The cost of energy as a proportion of production costs in the Australian agriculture industry has significantly increased in the past five years. Businesses have been becoming more energy efficient for some time, however recent energy price rises have outstripped the sector’s ability to match prices with efficiency gains.
However, the horticulture industry has taken a front foot approach to dealing with energy costs.
AUSVEG VIC represents and protects the interests of all vegetable growers in Victoria and assists with their diverse concerns and interests on horticultural matters on farms. Australia’s horticulture industry covers 140 commodities including but not limited to fruits, vegetables, nuts, table and wine grapes, flowers, turf and nursery products.
“AUSVEG VIC understands the increasing costs on power to the horticulture industry is creating a lot of pressure for these businesses to be profitable and viable,” said Tom Cohen, State Manager of Victoria.
“In recent years, energy efficiency gains in agriculture have not been keeping up with those of other sectors such as construction and building.
“Energy efficiency is a must for horticultural production, and we are delighted to have the support of corporate partners such as Choice Energy who are able to provide a range of solutions to assist on reducing these cost burdens,” said Cohen.
Founded in 2013 by Christopher Dean and Alan Gill, Choice Energy services Australia nationally, and has established an enviable track record of helping commercial businesses to substantially reduce their bills through group buying and, where appropriate, switching to solar.

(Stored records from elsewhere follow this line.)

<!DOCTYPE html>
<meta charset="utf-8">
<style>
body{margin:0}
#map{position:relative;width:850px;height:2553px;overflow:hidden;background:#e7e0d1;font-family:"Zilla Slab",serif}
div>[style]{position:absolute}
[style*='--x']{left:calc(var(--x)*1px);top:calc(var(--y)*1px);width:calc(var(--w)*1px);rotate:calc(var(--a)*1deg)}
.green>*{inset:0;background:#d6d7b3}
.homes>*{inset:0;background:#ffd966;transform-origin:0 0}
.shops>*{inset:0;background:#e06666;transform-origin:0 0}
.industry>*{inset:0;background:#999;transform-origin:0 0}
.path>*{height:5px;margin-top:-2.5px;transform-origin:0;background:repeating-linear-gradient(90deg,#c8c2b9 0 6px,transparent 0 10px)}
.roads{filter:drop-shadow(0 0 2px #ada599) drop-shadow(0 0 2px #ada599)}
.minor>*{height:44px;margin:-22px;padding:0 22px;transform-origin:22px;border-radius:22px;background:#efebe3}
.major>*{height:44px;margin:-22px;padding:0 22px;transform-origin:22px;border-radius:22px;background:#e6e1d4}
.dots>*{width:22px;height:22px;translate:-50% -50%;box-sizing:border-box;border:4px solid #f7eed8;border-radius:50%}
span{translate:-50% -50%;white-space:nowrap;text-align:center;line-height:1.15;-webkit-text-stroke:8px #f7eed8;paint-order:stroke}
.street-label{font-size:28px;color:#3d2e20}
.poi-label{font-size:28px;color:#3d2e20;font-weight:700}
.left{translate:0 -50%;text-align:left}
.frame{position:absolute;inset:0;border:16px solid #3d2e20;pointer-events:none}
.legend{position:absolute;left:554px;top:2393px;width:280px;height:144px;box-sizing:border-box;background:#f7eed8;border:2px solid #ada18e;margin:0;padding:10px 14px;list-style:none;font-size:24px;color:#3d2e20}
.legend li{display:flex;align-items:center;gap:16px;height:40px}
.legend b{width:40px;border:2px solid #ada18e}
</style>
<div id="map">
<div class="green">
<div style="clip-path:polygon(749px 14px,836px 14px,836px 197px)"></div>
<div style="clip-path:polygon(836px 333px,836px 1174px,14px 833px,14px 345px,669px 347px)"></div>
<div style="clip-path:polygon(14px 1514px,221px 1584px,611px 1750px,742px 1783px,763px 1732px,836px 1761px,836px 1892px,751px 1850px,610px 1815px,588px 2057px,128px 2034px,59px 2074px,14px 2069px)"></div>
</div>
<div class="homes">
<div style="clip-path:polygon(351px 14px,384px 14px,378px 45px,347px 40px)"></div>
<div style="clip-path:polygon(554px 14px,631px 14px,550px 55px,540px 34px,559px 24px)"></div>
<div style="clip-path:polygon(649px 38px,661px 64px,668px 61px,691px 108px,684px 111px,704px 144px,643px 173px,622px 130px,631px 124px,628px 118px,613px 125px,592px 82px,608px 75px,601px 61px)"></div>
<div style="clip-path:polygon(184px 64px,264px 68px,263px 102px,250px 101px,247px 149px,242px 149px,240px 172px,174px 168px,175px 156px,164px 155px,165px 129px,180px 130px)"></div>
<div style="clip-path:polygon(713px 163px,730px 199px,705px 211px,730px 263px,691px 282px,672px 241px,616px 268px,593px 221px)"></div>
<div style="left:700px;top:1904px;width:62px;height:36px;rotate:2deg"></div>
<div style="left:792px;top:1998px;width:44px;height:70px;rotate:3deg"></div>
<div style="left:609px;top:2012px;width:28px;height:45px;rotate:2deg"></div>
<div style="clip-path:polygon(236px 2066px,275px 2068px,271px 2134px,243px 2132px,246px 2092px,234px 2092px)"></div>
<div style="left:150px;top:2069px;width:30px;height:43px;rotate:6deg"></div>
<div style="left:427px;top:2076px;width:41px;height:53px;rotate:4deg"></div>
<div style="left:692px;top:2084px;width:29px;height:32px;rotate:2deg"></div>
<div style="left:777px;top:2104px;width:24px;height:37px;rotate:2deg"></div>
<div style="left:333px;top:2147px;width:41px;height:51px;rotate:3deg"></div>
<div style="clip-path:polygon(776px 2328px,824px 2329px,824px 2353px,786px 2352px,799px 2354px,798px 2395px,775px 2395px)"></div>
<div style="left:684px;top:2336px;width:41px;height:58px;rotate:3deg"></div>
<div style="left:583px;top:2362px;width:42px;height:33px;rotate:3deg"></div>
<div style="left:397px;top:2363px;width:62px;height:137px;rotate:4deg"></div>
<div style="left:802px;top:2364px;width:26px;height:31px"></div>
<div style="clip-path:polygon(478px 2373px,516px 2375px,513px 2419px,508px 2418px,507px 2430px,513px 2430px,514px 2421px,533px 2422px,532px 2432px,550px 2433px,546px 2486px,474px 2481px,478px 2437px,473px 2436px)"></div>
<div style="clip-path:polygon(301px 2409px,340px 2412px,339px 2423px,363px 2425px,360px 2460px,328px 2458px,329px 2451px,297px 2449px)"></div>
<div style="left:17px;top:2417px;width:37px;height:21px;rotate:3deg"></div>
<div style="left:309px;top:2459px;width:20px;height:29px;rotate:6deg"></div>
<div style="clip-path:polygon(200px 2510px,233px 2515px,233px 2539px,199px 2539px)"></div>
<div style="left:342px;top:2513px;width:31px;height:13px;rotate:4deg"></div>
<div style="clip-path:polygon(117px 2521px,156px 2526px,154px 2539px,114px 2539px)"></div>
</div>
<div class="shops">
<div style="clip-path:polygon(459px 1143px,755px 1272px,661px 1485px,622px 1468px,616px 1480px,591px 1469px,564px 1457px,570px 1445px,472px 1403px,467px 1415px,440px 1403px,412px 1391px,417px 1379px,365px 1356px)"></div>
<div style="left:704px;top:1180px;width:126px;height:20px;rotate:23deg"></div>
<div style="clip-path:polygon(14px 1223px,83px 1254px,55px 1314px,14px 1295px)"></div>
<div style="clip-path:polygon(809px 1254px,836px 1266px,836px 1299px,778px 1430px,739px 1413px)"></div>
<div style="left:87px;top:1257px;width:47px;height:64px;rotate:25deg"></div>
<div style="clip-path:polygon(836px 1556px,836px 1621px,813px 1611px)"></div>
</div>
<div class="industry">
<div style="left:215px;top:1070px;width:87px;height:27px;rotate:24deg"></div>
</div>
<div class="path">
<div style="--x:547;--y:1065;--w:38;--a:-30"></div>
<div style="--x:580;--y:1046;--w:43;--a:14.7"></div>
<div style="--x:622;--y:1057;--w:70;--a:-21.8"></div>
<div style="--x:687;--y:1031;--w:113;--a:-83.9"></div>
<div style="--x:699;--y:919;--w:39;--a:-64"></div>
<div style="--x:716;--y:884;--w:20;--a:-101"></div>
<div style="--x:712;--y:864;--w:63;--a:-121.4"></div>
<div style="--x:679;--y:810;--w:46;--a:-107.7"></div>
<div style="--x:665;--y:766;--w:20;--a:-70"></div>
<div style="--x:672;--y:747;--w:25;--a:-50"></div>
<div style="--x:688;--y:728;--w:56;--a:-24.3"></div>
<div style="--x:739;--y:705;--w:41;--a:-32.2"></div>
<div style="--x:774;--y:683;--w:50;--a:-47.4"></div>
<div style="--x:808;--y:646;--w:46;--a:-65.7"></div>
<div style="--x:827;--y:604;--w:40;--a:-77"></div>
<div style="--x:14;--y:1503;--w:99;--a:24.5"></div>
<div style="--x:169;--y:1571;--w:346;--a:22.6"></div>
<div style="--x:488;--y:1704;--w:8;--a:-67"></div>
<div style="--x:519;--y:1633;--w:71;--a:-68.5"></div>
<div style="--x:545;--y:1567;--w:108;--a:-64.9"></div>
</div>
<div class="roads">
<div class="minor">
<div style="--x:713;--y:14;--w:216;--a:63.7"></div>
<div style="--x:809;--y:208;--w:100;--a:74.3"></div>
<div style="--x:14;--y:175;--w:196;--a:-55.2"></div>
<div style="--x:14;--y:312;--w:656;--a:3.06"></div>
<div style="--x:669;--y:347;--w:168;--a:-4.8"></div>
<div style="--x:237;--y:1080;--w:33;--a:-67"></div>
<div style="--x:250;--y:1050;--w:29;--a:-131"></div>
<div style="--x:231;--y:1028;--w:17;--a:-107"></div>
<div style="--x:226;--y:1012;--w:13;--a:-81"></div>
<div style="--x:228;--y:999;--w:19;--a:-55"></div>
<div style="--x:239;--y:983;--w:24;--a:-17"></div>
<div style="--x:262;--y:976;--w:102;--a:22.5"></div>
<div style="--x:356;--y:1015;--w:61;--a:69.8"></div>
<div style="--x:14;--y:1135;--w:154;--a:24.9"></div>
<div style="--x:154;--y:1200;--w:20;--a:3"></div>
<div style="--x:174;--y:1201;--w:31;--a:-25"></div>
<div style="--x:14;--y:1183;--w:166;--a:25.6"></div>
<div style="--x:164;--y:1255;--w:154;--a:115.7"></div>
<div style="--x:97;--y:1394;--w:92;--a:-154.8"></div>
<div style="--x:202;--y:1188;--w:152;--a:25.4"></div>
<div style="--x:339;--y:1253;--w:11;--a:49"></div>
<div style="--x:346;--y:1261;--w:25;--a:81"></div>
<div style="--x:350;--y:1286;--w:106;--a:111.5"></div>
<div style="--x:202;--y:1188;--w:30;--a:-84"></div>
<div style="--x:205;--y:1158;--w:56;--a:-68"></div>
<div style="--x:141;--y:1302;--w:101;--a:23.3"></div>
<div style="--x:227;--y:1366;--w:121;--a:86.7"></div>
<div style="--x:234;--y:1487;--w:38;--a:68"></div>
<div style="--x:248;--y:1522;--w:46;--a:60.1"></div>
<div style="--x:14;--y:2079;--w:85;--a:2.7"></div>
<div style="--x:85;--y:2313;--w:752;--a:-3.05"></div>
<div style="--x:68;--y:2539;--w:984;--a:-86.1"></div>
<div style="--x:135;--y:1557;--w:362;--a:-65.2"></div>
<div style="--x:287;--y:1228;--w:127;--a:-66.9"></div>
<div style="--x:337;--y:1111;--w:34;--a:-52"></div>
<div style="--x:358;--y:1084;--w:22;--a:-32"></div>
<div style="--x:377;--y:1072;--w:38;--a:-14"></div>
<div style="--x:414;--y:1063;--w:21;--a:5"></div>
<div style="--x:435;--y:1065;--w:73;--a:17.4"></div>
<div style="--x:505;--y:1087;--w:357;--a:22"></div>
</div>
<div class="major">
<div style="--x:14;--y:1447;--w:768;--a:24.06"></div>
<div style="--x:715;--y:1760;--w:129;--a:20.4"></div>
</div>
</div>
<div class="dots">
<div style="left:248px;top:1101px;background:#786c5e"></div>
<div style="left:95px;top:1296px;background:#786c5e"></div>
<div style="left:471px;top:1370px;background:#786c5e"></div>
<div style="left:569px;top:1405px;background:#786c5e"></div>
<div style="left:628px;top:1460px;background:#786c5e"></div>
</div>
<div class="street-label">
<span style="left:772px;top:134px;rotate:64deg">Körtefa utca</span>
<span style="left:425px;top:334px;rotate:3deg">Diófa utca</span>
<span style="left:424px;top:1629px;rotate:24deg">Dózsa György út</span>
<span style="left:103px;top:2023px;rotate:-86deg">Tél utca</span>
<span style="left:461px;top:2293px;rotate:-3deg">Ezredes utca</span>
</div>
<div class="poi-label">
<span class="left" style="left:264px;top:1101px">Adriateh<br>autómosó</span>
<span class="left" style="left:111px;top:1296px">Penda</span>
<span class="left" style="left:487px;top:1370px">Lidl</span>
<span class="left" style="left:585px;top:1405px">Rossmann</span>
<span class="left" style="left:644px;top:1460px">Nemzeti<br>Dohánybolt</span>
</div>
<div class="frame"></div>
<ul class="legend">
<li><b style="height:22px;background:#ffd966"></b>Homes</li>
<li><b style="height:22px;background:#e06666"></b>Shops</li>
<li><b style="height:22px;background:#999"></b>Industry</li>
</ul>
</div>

The company’s rapid growth was recognised when Choice Energy won the 2018 Smart Company Smart50 Award.
Choice Energy partnered with AUSVEG VIC to secure a collective energy procurement tender comprised of 10 farms across 17 sites and over $4,709,009 of total contract spend.
“This resulted in $1,239,207 in energy retail savings in comparison to previous contracted rates, an average saving of 26%,” said Dean.
“While wages, exchange rates and commodity prices are set by external factors, direct actions by farmers can help reduce energy expenses as a proportion of the overall agricultural budget.”
With the increasing cost of agricultural inputs, such as water and energy, increasing the efficiency of these inputs remains an important issue for the industry.
“The absence of reliable energy use data, the complex nature of tariff structures and network ad supply charges, and the differences in energy pricing and policy setting across Australian states have made it a very difficult market to navigate for those on agriculture,” said Dean.
“AUSVEG VIC is a compelling case that has led other businesses to get in touch and see how we can save money for their business.
“Initiatives which increase on-farm efficiency will be critical to ensuring the horticulture industry can not only become more productive and profitable, but also improve environmental outcomes,” said Dean.